If the refcount bump succeeded then module unload will simply not
happen. So what exactly do you mean with the first part of
"The caller has to have a valid module reference" ?

> The module's unload function must (eventually) invalidate the
> caller's module reference to stop try_module_get() being called
> with a (very) stale pointer.

Once a module's exit call is triggered the state is MODULE_STATE_GOING,
which is what module_is_live() checks for.

> So there is a potentially horrid race:
> The module unload is going to do:
> 	driver_data->module_ref = 0;
> and elsewhere there'll be:
> 	ref = driver_data->module_ref;
> 	if (!ref || !try_module_get(ref))
> 		return -error;
> 
> You have to have try_module_get() to allow the module unload
> function to sleep.
> But the above code still needs a driver lock to ensure the
> unload code doesn't race with the try_module_get() and the
> 'ref' be invalidated before try_module_get() looks at it.
> (eg if an interrupt defers processing.)
> 
> So there can be no 'yielding'.

Oh but there is. Consider access to a random sysfs file 'add_new_device'
which takes as input a name, for driver foo, and so foo's
add_new_foobar_device(name="bar") is called. Unless sysfs file
"yields" by using try_module_get() before trying to add a new
foo device called "bar", it will essentially be racing with the
exit routine of module foo, and depending on how locking is implemented
(most drivers get it wrong), this easily leads to crashes.

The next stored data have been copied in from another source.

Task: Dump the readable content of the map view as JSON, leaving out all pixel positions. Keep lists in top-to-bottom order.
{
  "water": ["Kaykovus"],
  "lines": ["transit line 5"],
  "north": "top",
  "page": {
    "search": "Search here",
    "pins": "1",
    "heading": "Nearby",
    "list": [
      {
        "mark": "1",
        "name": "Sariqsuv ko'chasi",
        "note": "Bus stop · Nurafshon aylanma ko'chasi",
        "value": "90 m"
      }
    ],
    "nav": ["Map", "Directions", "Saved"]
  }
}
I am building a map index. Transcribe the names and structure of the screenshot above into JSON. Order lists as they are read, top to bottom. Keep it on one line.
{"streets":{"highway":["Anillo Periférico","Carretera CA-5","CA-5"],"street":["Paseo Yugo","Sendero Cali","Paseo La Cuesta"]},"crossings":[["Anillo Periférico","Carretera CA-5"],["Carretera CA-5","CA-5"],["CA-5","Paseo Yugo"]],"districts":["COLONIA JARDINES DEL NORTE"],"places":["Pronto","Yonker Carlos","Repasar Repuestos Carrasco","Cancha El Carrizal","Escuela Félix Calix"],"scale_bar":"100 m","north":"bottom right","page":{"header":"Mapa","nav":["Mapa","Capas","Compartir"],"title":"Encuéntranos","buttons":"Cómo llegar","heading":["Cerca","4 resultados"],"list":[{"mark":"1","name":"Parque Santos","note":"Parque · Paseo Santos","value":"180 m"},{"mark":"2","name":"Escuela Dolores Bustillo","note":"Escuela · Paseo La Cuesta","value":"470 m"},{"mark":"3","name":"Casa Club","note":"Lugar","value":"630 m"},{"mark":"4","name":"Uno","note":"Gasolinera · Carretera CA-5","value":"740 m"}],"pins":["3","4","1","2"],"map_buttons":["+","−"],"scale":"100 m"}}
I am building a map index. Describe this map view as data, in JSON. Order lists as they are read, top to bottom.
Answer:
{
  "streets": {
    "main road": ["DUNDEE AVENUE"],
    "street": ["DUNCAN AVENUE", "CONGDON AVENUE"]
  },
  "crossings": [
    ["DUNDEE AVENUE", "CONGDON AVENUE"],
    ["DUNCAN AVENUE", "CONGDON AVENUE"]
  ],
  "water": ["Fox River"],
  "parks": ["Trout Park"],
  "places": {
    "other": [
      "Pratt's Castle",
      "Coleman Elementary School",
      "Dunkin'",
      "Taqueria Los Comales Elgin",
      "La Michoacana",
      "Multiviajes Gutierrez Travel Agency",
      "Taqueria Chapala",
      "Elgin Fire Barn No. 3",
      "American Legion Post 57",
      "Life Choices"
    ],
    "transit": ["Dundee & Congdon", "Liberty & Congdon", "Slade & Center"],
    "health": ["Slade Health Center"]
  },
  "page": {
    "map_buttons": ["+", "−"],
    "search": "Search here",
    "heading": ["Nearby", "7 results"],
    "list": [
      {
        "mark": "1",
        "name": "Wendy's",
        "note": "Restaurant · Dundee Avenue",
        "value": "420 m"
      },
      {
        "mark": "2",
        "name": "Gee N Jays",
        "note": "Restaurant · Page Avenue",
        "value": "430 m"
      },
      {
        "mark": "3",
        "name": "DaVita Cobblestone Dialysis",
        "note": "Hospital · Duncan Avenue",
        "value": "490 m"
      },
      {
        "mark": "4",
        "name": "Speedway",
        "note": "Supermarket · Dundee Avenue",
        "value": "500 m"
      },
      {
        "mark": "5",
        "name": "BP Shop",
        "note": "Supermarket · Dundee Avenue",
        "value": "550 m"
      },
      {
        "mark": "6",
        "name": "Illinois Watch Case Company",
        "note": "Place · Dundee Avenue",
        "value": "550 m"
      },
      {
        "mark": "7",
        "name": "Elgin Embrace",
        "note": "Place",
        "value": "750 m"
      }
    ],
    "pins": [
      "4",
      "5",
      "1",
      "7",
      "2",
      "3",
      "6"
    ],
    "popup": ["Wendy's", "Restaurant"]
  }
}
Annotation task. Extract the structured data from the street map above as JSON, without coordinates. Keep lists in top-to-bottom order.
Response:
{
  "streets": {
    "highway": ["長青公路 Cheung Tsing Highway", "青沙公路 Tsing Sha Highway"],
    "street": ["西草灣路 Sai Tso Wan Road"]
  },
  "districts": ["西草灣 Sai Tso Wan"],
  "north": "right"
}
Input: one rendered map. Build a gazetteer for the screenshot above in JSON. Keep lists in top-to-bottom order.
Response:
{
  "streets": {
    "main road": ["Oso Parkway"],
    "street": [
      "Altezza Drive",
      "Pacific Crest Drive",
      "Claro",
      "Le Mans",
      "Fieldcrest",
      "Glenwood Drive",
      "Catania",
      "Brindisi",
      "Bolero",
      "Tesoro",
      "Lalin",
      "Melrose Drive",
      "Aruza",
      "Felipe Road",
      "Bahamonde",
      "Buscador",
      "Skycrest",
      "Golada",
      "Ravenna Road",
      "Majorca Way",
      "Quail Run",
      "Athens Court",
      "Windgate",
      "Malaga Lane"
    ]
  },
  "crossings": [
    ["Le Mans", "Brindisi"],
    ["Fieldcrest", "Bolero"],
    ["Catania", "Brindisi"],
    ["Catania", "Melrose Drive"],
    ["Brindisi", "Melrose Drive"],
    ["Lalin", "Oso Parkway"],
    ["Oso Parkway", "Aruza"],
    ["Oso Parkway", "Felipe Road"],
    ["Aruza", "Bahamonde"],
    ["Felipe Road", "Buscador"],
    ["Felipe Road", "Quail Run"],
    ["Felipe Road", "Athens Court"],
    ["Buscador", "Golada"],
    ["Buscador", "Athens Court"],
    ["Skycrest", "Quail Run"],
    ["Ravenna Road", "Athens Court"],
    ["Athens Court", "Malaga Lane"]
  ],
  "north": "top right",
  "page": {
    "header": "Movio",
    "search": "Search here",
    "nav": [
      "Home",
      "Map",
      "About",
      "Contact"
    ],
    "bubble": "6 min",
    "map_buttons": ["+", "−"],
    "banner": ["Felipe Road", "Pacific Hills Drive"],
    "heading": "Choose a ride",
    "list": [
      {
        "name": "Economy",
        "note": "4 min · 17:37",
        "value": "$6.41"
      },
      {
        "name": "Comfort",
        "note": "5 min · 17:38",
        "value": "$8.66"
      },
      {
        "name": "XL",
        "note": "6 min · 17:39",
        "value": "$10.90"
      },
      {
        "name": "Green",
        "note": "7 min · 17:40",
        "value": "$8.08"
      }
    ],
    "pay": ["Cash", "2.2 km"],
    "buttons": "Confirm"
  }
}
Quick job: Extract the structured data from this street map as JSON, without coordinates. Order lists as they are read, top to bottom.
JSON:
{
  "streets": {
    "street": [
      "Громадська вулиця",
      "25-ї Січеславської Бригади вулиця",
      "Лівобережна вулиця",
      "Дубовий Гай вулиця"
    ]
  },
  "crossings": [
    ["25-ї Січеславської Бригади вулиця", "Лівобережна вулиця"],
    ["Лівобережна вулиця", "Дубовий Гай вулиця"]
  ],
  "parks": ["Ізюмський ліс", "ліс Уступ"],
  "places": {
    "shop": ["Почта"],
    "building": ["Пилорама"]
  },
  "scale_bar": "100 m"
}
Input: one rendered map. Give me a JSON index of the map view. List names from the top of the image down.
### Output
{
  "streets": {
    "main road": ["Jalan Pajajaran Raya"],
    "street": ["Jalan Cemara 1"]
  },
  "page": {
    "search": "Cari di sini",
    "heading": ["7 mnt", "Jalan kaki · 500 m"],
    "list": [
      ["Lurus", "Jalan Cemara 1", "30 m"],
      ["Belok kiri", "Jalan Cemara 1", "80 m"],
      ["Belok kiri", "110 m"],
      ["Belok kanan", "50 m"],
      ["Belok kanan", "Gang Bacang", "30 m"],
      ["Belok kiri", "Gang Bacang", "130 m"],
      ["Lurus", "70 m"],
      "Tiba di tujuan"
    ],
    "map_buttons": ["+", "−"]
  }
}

In fact, this documentation patch was motivated by my own solution to a
possible deadlock when sysfs is used. Using the same example above, if
the same sysfs file uses *any* lock, which is *also* used on the exit
routine, you can easily trigger a deadlock. This can happen for example
by the lock being obtained by the removal routine, then the sysfs file
gets called, waits for the lock to complete, then the module's exit
routine starts cleaning up and removing sysfs files, but we won't be
able to remove the sysfs file (due to kernefs active reference) until
the sysfs file complets, but it cannot complete because the lock is
already held.

Yes, this is a generic problem. Yes I have proof [0]. Yes, a generic
solution has been proposed [1], and because Greg is not convinced and I
need to move on with life, I am suggesting a temporary driver specific
solution (to which Greg is still NACK'ing, without even proposing any
alternatives) [2].

[0] https://lkml.kernel.org/r/20210703004632.621662-5-mcgrof@kernel.org
[1] https://lkml.kernel.org/r/20210401235925.GR4332@42.do-not-panic.com 
[2] https://lkml.kernel.org/r/20210723174919.ka3tzyre432uilf7@garbanzo

> I'm pretty much certain try_module_get(THIS_MODULE) is pretty
> much never going to fail.

It would have to take something very asynchronous and detached from
the module to run. But the only thing I can think now, is something
takes a module pointer right before after try_stop_module() and then
a piece of code in between try_stop_module() and free_module()
asynchronously tries to run something with that pointer.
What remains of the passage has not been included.